Chwasty od kuchni – książka dla mnie
Tytuł wpisu brzmi “Chwasty od kuchni – książka dla mnie” chociaż wolałabym napisać, że to tytuł mojej książki! 🙂 Chwasty, jedzenie z łąki to moje ulubione przysmaki. Jednakże ta, o której dziś chcę napisać jest autorstwa Piotra Ciemnego. To przepiękna książka w twardej oprawie (można ją spokojnie zabrać na wycieczkę i nie ulegnie zniszczeniu). Ale wygląd to nie wszystko! Jest w niej masa ciekawostek, inspirujące przepisy – świetna pozycja!
Każda opisana w książce “Chwasty od kuchni” roślina (albo chwast – chociaż to słowo ma złe konotacje, a jeśli mamy je jeść czerpiąc zdrowie, to wolę być za rośliną) przedstawiona jest w kilku kategoriach. Są zdjęcia liści i kwiatów umożliwiające wizualną identyfikację.
Następnie każda z 30 roślin jest opisana szczegółowo według następujących punktów:
Ogólny opis (jakie roślina ma właściwości, czym się charakteryzuje, do czego jest podobna itp), morfologia (po czym poznać że to to, czego szukamy i co chcemy zjeść), gdzie owego chwastu szukać i kiedy je zbierać.
Chwasty od kuchni
Kolejna część jest bardziej “kuchenna”. To opis dotyczący smaku i walorów danych roślin oraz ich zastosowań kulinarnych. Znajdziemy tu informacje jak kiedyś je wykorzystywano, co teraz możemy z nich zrobić. Bardzo podoba mi się powiew świeżości czy nowoczesności, wprowadzonych w książce.

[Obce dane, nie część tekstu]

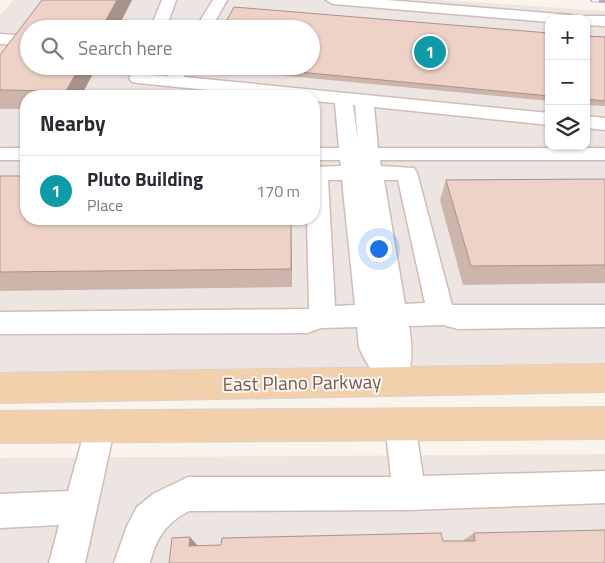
<!DOCTYPE html>
<html lang="en">
<head>
<meta charset="utf-8">
<style>
  :root { --surface:#fff; --page:#f7f7f7; --text:#2b2b33; --muted:#7c7c81; --line:#e1e1e2; --accent:#ea580c }
  body { margin:0; font-family:"Titillium Web",sans-serif; background:var(--page); color:var(--text) }
  .controls { position:absolute; right:15px; top:15px; display:grid; overflow:hidden; border-radius:10px; box-shadow:0 1px 4px #0004 }
  .controls button { width:45px; height:45px; display:grid; place-items:center; padding:0; border:0; border-bottom:1px solid var(--line); background:var(--surface); color:var(--text); font:25px sans-serif }
  .you { position:absolute; left:378px; top:248px; width:18px; height:18px; margin:-12px; border:4px solid #fff; border-radius:50%; background:#1a73e8; box-shadow:0 0 0 8px #1a73e833 }
  .badge { display:grid; place-items:center; width:32px; height:32px; border-radius:50%; background:var(--accent); color:#fff; font-size:16px; font-weight:700 }
  .pin { position:absolute; translate:-50% -50%; border:2px solid #fff; box-shadow:0 1px 5px #0006 }
  .list { margin:0; padding:0; list-style:none }
  h2 { display:flex; justify-content:space-between; align-items:center; height:65px; margin:0; padding:0 20px; font-size:21px }
  h2 small { font-size:16px; font-weight:400; color:var(--muted) }
  .list li { display:grid; grid-template-columns:32px 1fr auto; gap:15px; align-items:center; box-sizing:border-box; height:70px; padding:0 20px; border-top:1px solid var(--line) }
  .list b { display:block; font-size:19px; white-space:nowrap }
  .list p { margin:0; font-size:16px; white-space:nowrap; color:var(--muted) }
  .list em { font-size:16px; font-style:normal; color:var(--muted) }
  .icon { flex:none; width:28px; height:28px; fill:none; stroke:currentColor; stroke-width:2; stroke-linecap:round; stroke-linejoin:round }
  .map { position:relative; flex:none; width:605px; height:563px; overflow:hidden }
  .search { position:absolute; background:var(--surface); box-shadow:0 1px 4px #0004; left:20px; top:20px; width:300px; height:55px; display:flex; align-items:center; gap:12px; box-sizing:border-box; padding:0 18px; border-radius:28px; color:var(--muted); font-size:19px }
  .panel { position:absolute; background:var(--surface); box-shadow:0 1px 4px #0004; left:20px; top:90px; width:300px; height:135px; border-radius:20px }
  .map>svg:first-child { display:block }
</style>
</head>
<body>
<div class="map">
<svg width="605" height="563" viewBox="0 0 605 563">
  <rect width="100%" height="100%" fill="#fbf4ed"/>
  <!-- industrial -->
  <path fill="#ece5e1" fill-rule="evenodd" d="M13,0H444L605,11V365L0,373V15ZM549,19H586V146H549ZM29,29H311V66H29ZM26,96H314V219H26Z
    M605,454V563H0V458Z"/>
  <g fill="none" stroke-linecap="round" stroke-linejoin="round">
    <!-- minor casing -->
    <g stroke="#cfbdb5" stroke-width="3">
      <path id="minor" d="M162,0H176L166,29H150Z
        M213,0H227L211,29H195Z
        M326,0H387L571,15L578,19H549V22L333,4Z
        M586,16H605V26L586,25V19H579Z
        M0,34L16,35L24,40L16,45L0,44Z
        M172,66H188L184,77L549,113V125L374,107L378,148H605V160H380L381,166L414,168L417,173L452,305H605V327L458,329L443,325L409,326C413,348 413,369 403,390L393,394L383,390L363,356L359,347L357,327L321,328L307,333L0,334V312L309,309L307,219H314V167L341,166L340,160H314V148H339L335,103L314,101V96H269L138,83L132,82L129,78L132,74L168,76ZM353,105H355L358,141ZM328,180H342L355,305L335,306ZM384,180H398L425,303L405,304Z
        M586,116L605,118V130L586,128Z
        M0,148H26V160H0Z
        M400,409L411,414L415,424L423,476L605,471V503L409,510L189,511C166,523 156,538 150,563H114L127,526L137,507L153,494L188,477H391L385,424L389,414Z
        M100,411L111,415L115,426L85,563H49L59,525L0,528V494L68,491L89,415Z"/>
    </g>
    <!-- major casing -->
    <g stroke="#d8d1ce" stroke-width="2">
      <path id="major" d="M605,364V392L0,403V373Z
        M605,407V439L0,443V411Z"/>
    </g>
    <!-- minor -->
    <use href="#minor" fill="#fff" fill-rule="evenodd"/>
    <!-- major -->
    <use href="#major" fill="#f3d0ac" fill-rule="evenodd"/>
    <!-- rail casing -->
    <g stroke="#b6aac5" stroke-width="4">
      <path id="rail" d="M592,0L605,1"/>
    </g>
    <!-- rail -->
    <use href="#rail" stroke="#fef8f3" stroke-width="2.5" stroke-dasharray="7" stroke-linecap="butt"/>
  </g>
  <!-- wall -->
  <path fill="#cdb5ab" d="M42,0H132L81,96H26V109H0V55Z
    M549,33V101L204,68V66H311Z
    M586,36L605,37V106L586,105Z
    M0,176L291,219L292,287L0,291Z
    M605,179V283L463,285L440,200L446,180Z
    M474,533L605,563H169L190,537L197,546L462,541Z"/>
  <!-- shaded-wall -->
  <path fill="#a7938b" d="M117,0H132L117,29H101Z
    M80,66H97L81,96H68L66,91Z
    M291,219L292,287L291,269Z
    M190,537L197,545V553L189,546Z"/>
  <!-- building -->
  <path fill="#eed2c7" stroke="#a7938b" d="M42,0H117L101,29H29V66H80L66,91L0,90V55Z
    M234,7L549,33V96L236,66H311V29H222Z
    M586,36L605,37V101L586,99Z
    M0,176H26V219H291V269L0,272Z
    M605,179V265L471,266L446,180Z
    M605,530V563H169L172,538L190,537L189,546L221,545L222,538L441,533L443,541H475L474,533Z"/>
  <g text-anchor="middle" dominant-baseline="central" stroke-width="4" stroke-linejoin="round" paint-order="stroke">
    <!-- street labels -->
    <g font-size="19" fill="#755951" stroke="#fef8f3">
      <text transform="translate(302 382) rotate(-1)">East Plano Parkway</text>
    </g>
  </g>
</svg>
<div class="controls">
<button>+</button>
<button>−</button>
<button><svg class="icon" aria-label="layers" viewBox="0 0 24 24"><path d="M12 4l9 5-9 5-9-5zM3 14l9 5 9-5"/></svg></button>
</div>
<div class="you"></div>
<div class="pin badge" style="left:430px;top:52px;background:#0f9aa8">1</div>
<div class="search"><svg class="icon" aria-label="search" viewBox="0 0 24 24"><circle cx="10" cy="10" r="6"/><path d="M15 15l6 6"/></svg>Search here</div>
<section class="panel">
<h2>Nearby<small></small></h2>
<ul class="list">
<li><span class="badge" style="background:#0f9aa8">1</span><div><b>Pluto Building</b><p>Place</p></div><em>170 m</em></li>
</ul>
</section>
</div>
</body>
</html>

Dla przykładu: kiedyś wykorzystywano czosnaczek pospolity jako zamienniku przypraw, dziś jego korzeń możemy zamarynować i podawać do sushi zamiast imbiru.
Zawsze jest kilka ciekawostek i przepisy… a tu znowu kłaniają się kuchnie całego świata! Mamy przepisy na pesto, na tacos, maceraty. Są również konfitury, wina, dashi z przytuliną wonną, szakszuka z liśćmi mniszka i wiele wiele innych! Nie to co moja jarzynowa z pokrzywą.
Niezwykle wygodny jest również indeks przepisów oraz słownik pojęć. Dowiedziałam się m.in. czym różni się napar od odwaru oraz jakie substancje odpowiadają za np. goryczkę w ziołach. Jest także wprowadzenie do tego, jak zaczynać przygodę z jedzeniem ‘chwastów’. Pamiętajcie, żeby nie zbierać ich za dużo w jednym miejscu (do 20% z danego terenu), abyśmy próbowali małe porcje i obserwowali nasz organizm. Książka “Chwasty od kuchni” z pewnością jest pozycją dla wszystkich otwartych na nowe doświadczenia kulinarne.
Mam jedynie pewne zastrzeżenie co do pojedynczych zdjęć – tych roślin, których nie kojarzę zupełnie, jak ślaz zaniedbany, mogę nie rozpoznać bo słabo widać liście na zdjęciu. Ale to wyjątek. Poza tym mamy wszyscy komórki przy sobie i możemy znaleść lepsze zdjęcia tej rośliny w googlu, gdybyśmy mieli wątpliwości – chociaż kwiaty są dość charakterystyczne.
Po co jeść chwasty?
Książka powstawała w czasach, gdy zamknięto nas w domach, kryzys zagląda nam w oczy i chcąc nie chcąc rodzi to skojarzenia z okresami, gdy w kuchniach naszych babć często pojawiały się produkty, które dla nas wydają się mniej atrakcyjne. Ja jednak po raz kolejny przypominam, że jeść dzikie rośliny powinniśmy nie tylko ze względów ekonomicznych, ale przede wszystkim odżywczych! Im bogatsza jest nasza dieta, im więcej w niej gatunków, tym większa szansa na odpowiednie odżywienie organizmu, na dostarczenie sobie różnych substancji aktywnych i biologicznie czynnych, które uchronią nas przed chorobami i szkodliwymi procesami.